▶ _Task item_: Please copy every line with the string "JSON" from the entries below.

▶ _Provided data_:
***
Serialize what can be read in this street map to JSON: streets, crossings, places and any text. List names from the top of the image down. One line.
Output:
***
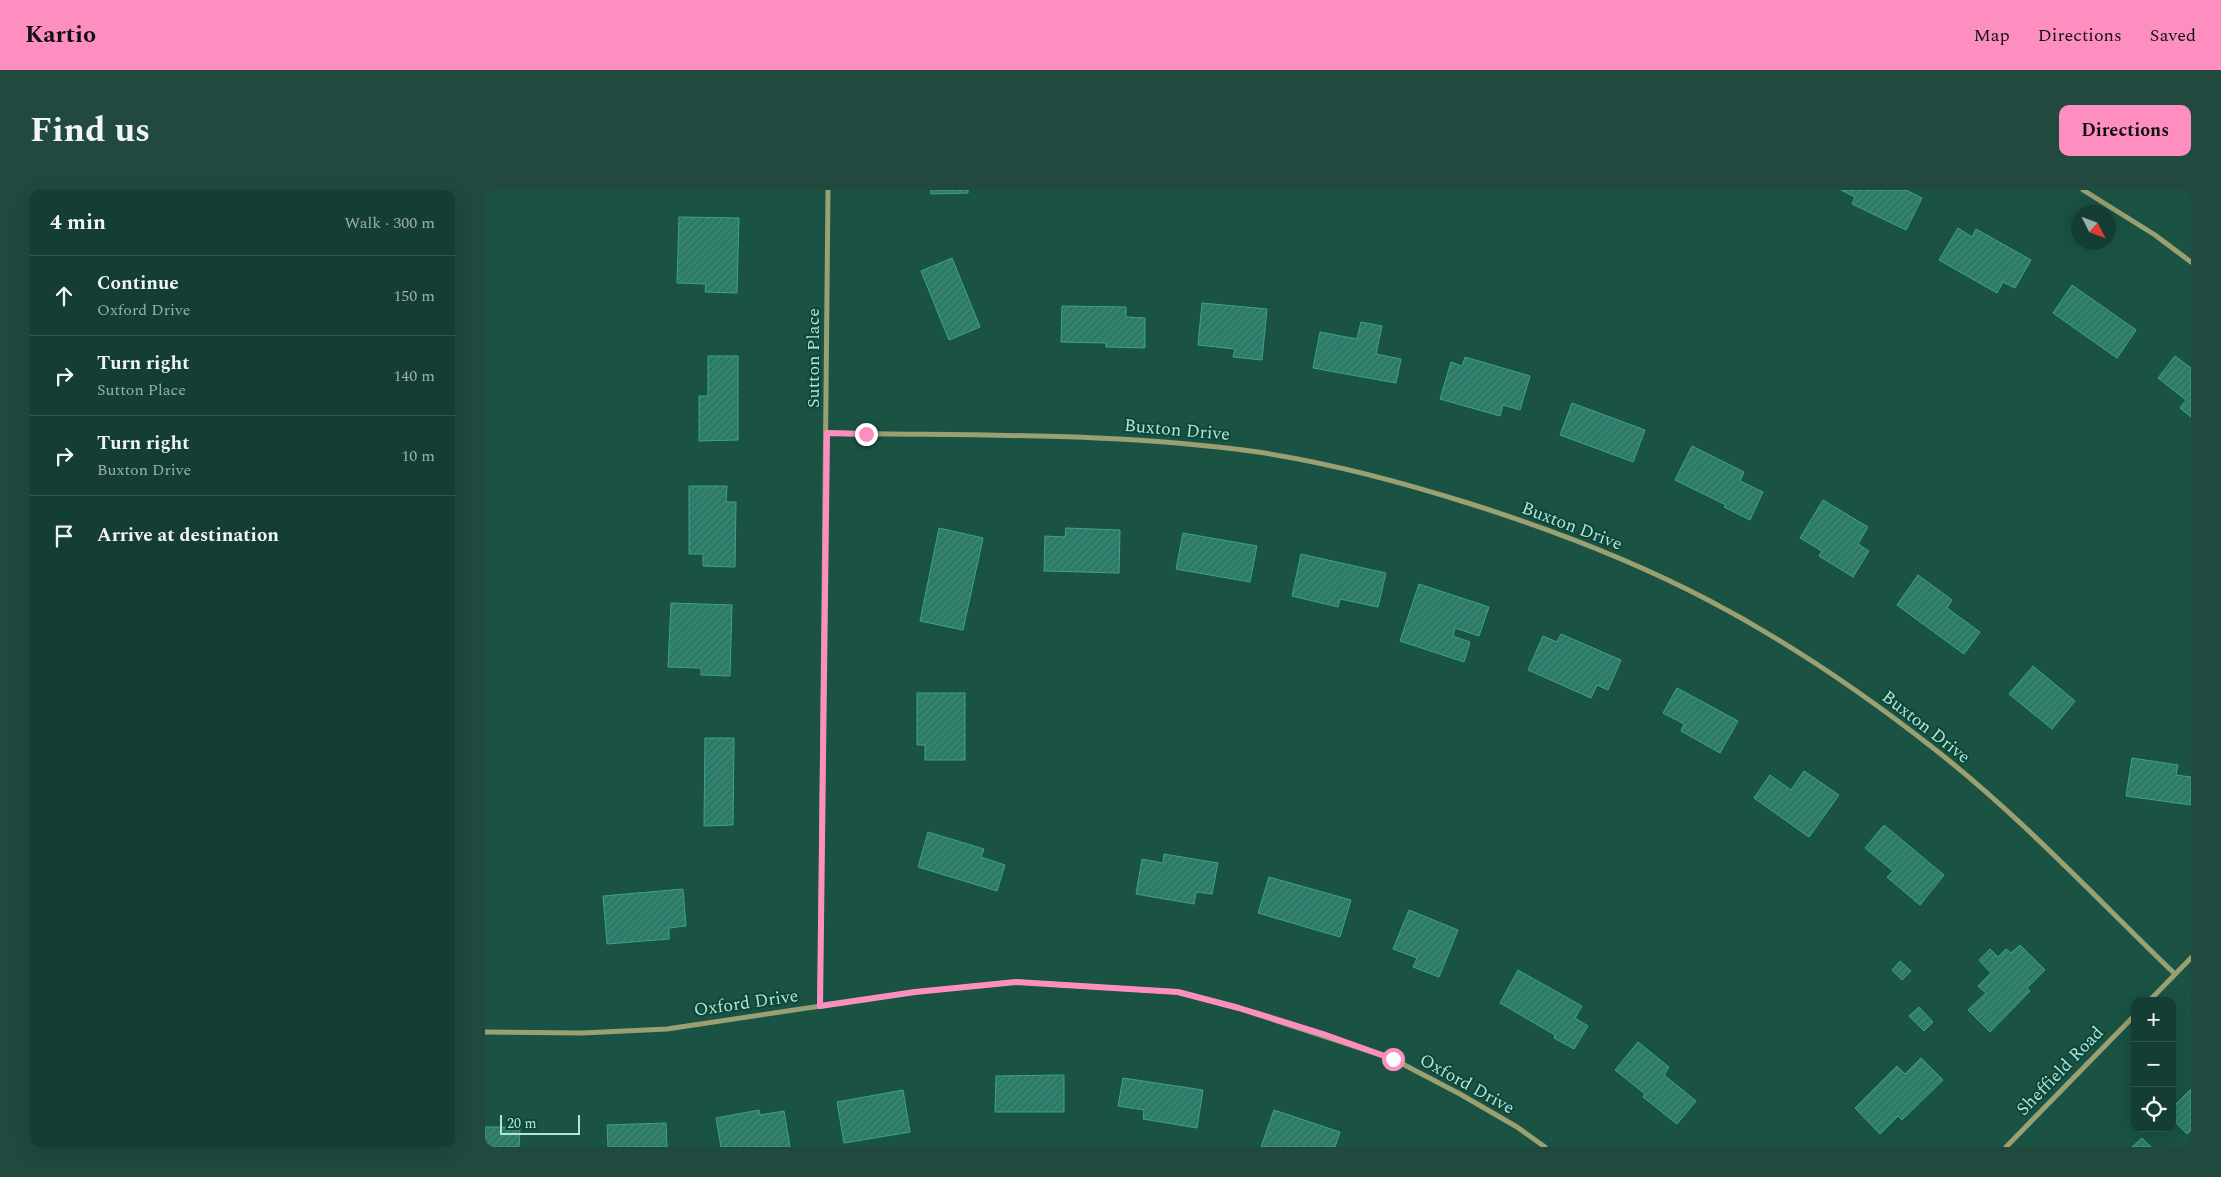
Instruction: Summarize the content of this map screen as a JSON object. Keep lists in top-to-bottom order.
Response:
***
▶ _Answer section_:
Serialize what can be read in this street map to JSON: streets, crossings, places and any text. List names from the top of the image down. One line.
Instruction: Summarize the content of this map screen as a JSON object. Keep lists in top-to-bottom order.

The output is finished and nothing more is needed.